→ **WHAT TO PRODUCE**:
Filter the entries beneath this task, copying only the lines that hold the word "image".

# # # # #

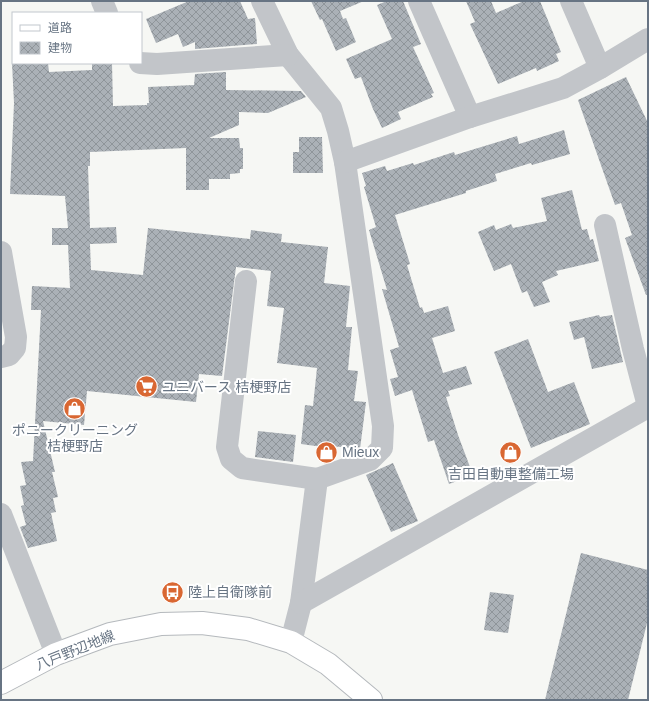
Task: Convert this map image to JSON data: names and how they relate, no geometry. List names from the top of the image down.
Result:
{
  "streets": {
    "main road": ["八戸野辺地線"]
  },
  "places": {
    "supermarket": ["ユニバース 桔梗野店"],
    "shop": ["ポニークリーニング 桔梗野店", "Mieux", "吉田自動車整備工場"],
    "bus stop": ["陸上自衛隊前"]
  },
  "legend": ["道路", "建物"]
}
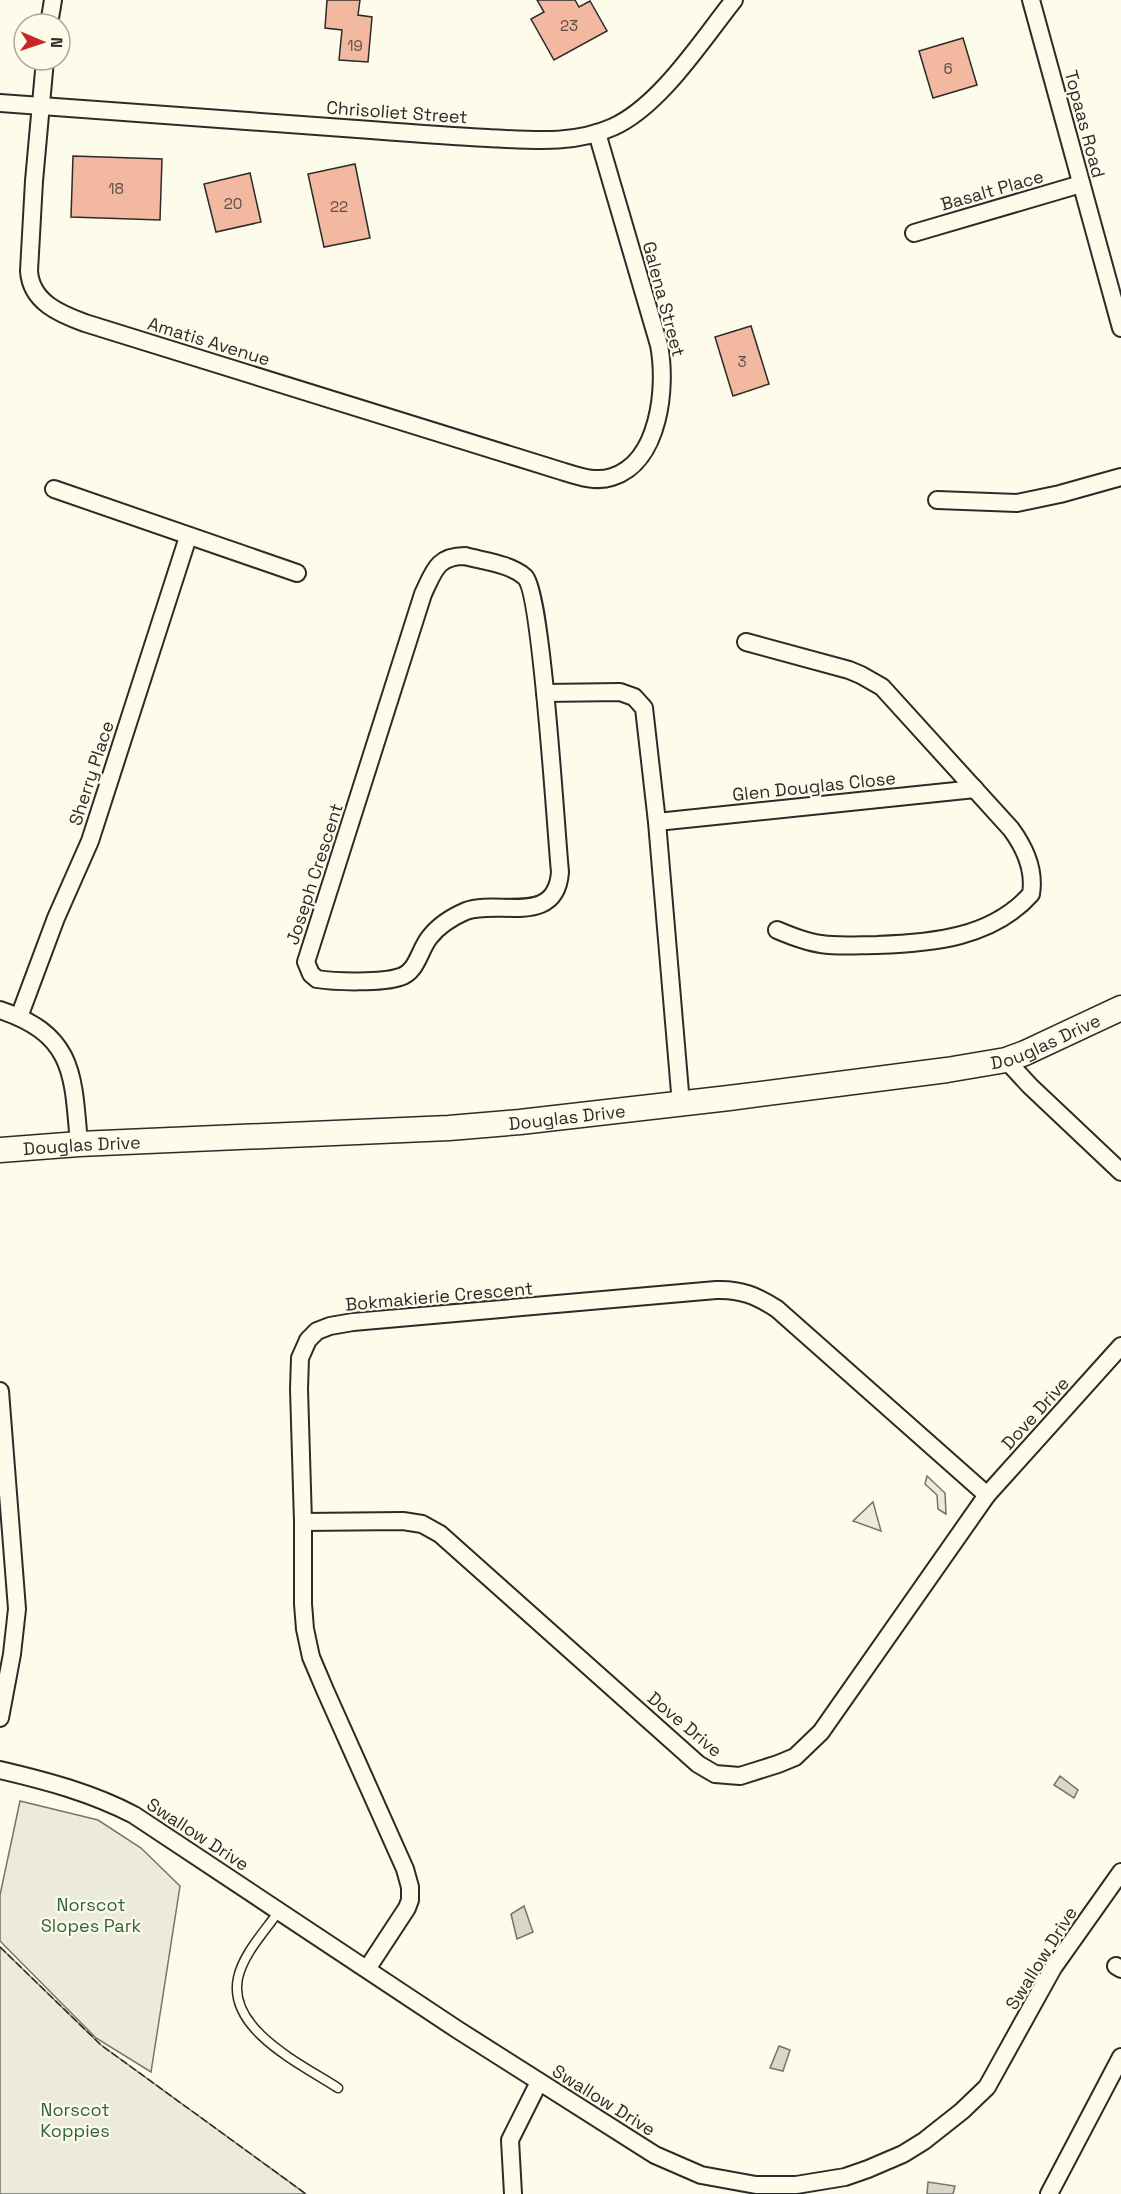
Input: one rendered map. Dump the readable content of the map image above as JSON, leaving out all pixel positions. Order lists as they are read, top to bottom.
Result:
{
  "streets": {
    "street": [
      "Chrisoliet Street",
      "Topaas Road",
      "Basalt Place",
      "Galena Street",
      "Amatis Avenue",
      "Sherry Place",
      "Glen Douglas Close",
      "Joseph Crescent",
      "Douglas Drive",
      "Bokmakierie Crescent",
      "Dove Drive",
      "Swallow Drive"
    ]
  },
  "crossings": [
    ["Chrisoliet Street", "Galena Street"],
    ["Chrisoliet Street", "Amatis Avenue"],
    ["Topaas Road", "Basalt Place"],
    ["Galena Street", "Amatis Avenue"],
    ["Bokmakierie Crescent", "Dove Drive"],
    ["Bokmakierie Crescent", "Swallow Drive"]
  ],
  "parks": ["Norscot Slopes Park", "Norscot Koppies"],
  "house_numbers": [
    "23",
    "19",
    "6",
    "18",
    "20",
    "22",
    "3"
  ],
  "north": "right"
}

# # # # #

→ **SOLUTION**:
Task: Convert this map image to JSON data: names and how they relate, no geometry. List names from the top of the image down.
Input: one rendered map. Dump the readable content of the map image above as JSON, leaving out all pixel positions. Order lists as they are read, top to bottom.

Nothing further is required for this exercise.